Le récit démarre par des pages liminaires intitulées « Note de l'éditeur ». Celles-ci présentent une lettre que la maison d'édition aurait reçue de la part de l'auteur, expliquant sa démarche. Si cette lettre est sans doute réelle, le lecteur ne peut que se rappeler la littérature du XVIIIe siècle qui donne la parole à des narrateurs qui font croire qu'ils ont trouvé un manuscrit oublié, dans un coffre ou autre endroit secret ou qu'ils vont relater une histoire dont ils ont été témoins (on peut penser à l'oeuvre de l'
Abbé Prévost par exemple). le XVIIIe siècle est une période littéraire très prisée tout au long du roman et notamment, à travers sa langue, seul sursaut de sensations qui apparaît dans ce récit que je qualifie d'initiatique. Comme une sorte de Candide désenchanté (mais la vie, du point de vue de l'auteur n'est-elle pas une sorte de grand
théâtre où chacun avance masqué sur la scène de l'hypocrisie – à commencer par le pseudonyme de l'auteur qui a souhaité rester anonyme ? -) qui a pour mentor non pas le philosophe Pangloss mais un érudit, M. Cassagne dont les citations sont omniprésentes à travers le récit : « comme le dit M. Cassagne ». Ainsi, la narratrice (personnage désabusé et pleins de ressentiments) nous raconte sa courte existence à travers différentes initiations d'ordre artistique, sexuel, vinicole. Cette dernière initiation par un certain
Du Marsais, personnage esthète, est un clin d'oeil au célèbre grammairien dont la science est tant appréciée par la narratrice : « « Où est ma place ? / - Cherchez vos tropes , m'a dit
Du Marsais. / Se moquait-il ? Je n'aime pas les mots savants, surtout en société, et il en venait parfois comme des rots à la bouche de du Marsais ».
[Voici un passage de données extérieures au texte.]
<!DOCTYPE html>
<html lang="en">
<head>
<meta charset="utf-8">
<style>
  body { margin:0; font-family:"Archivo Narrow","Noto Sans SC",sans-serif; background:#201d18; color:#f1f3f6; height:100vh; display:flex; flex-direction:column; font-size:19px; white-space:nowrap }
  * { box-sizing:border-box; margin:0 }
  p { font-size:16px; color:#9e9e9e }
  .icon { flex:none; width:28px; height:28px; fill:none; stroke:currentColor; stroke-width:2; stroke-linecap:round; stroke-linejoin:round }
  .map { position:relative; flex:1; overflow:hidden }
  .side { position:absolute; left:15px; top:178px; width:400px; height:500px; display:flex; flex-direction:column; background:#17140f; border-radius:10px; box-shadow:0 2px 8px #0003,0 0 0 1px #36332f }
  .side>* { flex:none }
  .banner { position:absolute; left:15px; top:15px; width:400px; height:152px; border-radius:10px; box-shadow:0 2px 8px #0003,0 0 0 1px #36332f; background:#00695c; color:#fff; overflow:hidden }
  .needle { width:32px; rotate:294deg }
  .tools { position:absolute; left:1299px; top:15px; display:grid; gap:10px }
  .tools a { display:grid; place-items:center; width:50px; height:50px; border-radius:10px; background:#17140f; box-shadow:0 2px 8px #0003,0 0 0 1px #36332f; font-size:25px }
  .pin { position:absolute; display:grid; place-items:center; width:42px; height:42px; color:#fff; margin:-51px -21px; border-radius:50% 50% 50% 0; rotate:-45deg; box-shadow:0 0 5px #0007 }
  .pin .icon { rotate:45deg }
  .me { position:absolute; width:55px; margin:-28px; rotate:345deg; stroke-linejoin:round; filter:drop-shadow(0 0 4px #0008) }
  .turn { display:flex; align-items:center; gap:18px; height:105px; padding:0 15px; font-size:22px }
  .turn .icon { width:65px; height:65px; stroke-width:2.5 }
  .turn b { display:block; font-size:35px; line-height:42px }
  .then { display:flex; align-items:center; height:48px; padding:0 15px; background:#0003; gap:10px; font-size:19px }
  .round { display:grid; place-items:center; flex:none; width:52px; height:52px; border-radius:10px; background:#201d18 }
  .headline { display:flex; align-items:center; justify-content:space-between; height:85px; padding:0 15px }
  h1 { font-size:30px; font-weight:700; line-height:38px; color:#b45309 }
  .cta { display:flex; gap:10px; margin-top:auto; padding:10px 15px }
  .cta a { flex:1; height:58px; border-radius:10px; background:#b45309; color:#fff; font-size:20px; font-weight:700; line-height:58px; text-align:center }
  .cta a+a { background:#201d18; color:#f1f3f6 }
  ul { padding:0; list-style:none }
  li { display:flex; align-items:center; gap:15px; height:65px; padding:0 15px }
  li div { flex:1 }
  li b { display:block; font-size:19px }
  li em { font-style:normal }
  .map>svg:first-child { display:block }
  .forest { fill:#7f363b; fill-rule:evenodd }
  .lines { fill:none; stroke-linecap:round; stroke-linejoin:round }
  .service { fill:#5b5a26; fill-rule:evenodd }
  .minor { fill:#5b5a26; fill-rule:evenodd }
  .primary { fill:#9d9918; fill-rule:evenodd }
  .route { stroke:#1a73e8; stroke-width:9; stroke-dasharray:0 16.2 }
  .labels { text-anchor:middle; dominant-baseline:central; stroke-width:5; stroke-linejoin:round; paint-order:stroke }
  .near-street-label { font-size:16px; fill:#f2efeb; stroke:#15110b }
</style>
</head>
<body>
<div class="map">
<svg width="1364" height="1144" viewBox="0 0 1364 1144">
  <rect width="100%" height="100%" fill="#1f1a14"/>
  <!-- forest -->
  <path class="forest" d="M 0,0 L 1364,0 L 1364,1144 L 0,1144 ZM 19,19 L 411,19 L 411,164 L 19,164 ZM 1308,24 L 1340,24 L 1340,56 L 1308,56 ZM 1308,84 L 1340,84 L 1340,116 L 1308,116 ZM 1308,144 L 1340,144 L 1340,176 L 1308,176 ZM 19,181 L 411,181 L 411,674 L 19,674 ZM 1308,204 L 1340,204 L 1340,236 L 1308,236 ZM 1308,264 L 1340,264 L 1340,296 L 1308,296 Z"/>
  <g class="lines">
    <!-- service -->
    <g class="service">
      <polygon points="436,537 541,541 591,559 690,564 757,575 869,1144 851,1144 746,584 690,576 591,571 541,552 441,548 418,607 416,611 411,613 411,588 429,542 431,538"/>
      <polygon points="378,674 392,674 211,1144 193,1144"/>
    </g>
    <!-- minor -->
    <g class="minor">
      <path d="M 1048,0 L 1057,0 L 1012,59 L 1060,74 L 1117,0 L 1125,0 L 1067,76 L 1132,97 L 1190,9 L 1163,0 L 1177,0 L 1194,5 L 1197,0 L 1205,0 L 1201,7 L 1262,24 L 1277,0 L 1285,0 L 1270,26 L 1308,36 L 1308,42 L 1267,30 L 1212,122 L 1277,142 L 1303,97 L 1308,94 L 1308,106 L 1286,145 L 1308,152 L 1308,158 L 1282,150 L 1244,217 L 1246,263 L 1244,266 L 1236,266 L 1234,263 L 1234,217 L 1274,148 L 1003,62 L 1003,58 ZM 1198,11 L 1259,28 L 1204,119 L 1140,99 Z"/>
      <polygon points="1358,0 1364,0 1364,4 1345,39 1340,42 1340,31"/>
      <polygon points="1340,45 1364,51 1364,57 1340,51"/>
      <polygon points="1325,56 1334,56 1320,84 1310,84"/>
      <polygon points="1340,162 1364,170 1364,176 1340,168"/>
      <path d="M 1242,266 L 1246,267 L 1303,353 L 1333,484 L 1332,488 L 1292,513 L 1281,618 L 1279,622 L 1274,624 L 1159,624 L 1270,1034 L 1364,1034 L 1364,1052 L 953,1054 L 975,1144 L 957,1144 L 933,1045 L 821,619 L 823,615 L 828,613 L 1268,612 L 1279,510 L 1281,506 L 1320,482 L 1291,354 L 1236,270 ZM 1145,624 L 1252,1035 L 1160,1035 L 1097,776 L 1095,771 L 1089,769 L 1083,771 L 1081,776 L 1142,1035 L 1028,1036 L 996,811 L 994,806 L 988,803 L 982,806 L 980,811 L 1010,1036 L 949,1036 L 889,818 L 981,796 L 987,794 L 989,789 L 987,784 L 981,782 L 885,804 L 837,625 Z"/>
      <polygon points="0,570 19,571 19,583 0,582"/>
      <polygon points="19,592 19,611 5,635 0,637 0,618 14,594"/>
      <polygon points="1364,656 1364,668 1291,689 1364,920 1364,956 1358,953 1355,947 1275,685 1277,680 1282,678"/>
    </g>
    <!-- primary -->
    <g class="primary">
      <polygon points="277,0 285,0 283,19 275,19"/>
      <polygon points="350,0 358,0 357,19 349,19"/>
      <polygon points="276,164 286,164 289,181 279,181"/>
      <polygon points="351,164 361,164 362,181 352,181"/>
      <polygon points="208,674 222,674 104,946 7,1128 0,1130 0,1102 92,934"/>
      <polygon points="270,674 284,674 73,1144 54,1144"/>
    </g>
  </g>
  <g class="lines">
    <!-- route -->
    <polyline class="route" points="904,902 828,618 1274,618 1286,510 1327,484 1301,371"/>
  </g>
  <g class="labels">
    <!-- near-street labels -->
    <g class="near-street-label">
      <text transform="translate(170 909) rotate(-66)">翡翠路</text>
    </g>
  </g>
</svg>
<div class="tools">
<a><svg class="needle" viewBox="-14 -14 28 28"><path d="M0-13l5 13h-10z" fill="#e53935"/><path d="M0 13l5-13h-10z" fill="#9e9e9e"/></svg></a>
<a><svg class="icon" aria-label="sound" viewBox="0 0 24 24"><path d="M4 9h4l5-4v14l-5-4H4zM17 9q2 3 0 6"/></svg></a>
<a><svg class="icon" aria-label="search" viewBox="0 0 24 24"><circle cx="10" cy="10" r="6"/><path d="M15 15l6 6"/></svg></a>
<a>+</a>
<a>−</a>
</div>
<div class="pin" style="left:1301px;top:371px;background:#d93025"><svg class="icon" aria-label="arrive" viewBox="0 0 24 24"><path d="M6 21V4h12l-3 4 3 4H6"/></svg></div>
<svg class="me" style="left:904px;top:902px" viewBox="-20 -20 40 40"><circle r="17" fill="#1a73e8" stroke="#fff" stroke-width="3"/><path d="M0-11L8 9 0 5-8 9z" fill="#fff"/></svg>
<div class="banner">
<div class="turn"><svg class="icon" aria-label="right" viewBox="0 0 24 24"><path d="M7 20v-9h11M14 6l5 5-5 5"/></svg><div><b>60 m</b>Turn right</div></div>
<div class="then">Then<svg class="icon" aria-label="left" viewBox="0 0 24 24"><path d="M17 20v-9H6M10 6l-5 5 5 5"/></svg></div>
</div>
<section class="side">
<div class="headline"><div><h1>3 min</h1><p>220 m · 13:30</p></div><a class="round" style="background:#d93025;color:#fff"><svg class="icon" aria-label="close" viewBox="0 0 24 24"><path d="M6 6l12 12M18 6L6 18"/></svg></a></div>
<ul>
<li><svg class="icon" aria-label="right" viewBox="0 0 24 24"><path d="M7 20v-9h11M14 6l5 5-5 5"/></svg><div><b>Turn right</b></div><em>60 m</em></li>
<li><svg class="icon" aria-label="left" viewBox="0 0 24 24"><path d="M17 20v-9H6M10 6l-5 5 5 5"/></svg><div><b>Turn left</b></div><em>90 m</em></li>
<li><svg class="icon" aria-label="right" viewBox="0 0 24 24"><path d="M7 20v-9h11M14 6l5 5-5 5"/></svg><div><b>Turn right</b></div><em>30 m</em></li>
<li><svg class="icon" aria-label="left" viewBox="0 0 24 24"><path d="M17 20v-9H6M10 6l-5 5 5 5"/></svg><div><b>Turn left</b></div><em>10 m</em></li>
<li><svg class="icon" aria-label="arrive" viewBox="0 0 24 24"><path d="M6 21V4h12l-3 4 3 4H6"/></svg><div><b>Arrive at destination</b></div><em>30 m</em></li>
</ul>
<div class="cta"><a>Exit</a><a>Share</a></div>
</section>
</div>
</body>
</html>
Eve va être amenée à côtoyer un groupe de gens passionnés par la littérature et la belle langue avant de devenir leur « récitante ». Après la mort de sa mère qui apparaît comme sa véritable entrée dans la vie, elle deviendra apprentie chez un cadreur où elle découvrira le monde de l'édition puis celui de la musique. Cette vie plutôt riche et mouvementée n'est pas sans rappeler celle du personnage
De Beaumarchais, Figaro, si ce n'est la vie de cet auteur, lui-même. A travers ce parcours, la narratrice brosse des portraits plutôt péjoratifs des gens qu'elle rencontre. Aussi et de façon paradoxale, Eve dit aimer la belle syntaxe mais n'hésite pas à lâcher quelques grossièretés (comme plus haut dans la précédente citation) ou à nous relater ses gestes masturbatoires : « Ma main me suffit ce soir-là ». de même, le verbe « jouir » apparaît un nombre infini de fois dans ce récit et ce qui est intéressant, c'est que la narratrice raconte qu'elle a «jouit » où évoque la jouissance des autres sans jamais évoquer de sensations, de joie physique. Au fil du récit, la narratrice multiplie des relations pragmatiques, hygiéniques comme si elle voulait tout contrôler, « encadrer », à l'instar de sa mère, professeur de mathématiques qui lui a appris à se réfugier dans les signes du langage : « Pour vivre heureuse, cache-toi dans la langue […] Quant à ma mère, elle demandait au langage des maths la maîtrise de ses désordres intérieurs : insomnies, maux de ventre, moments de tristesse dont elle parlait beaucoup […].
L'auteur, très érudite, évoque beaucoup d'auteurs et de titres d'oeuvres, de peintres et de musiciens contemporains, notamment dans la dernière partie. On peut parfois avoir l'impression d'un catalogage de connaissances, récité sur un ton monocorde, ton qui est en adéquation avec celui du personnage en récitante du groupe des Silentiaires.
A mon sens, ce récit ne partage pas grand-chose avec le lecteur, si on excepte la partie qui me semble la plus intéressante, celle relative aux Silentiaires et à leur rapport au temps et au silence, rappelant ainsi l'étude du critique
Georges Poulet dans son Etude sur le temps humain comprenant une réflexion sur le temps chez différents grands auteurs, la distance intérieure et aussi, la conscience des écrivains.
Et c'est justement cette mise à distance permanente qui m'a le plus dérangée : je ne me suis pas sentie convoquée par l'auteur ni concernée par le récit de la narratrice, qui, à l'instar d'un acteur méprisant et prétentieux, tournerait le dos au lecteur, se gargarisant de sa logorrhée. Mais aussi, on peut avoir l'impression que l'auteur s'est intéressée à la fonction méta du langage et de l'art, s'essayant aussi à une sorte d'auto-réflexivité qui manque cruellement d'humour pour être captivante.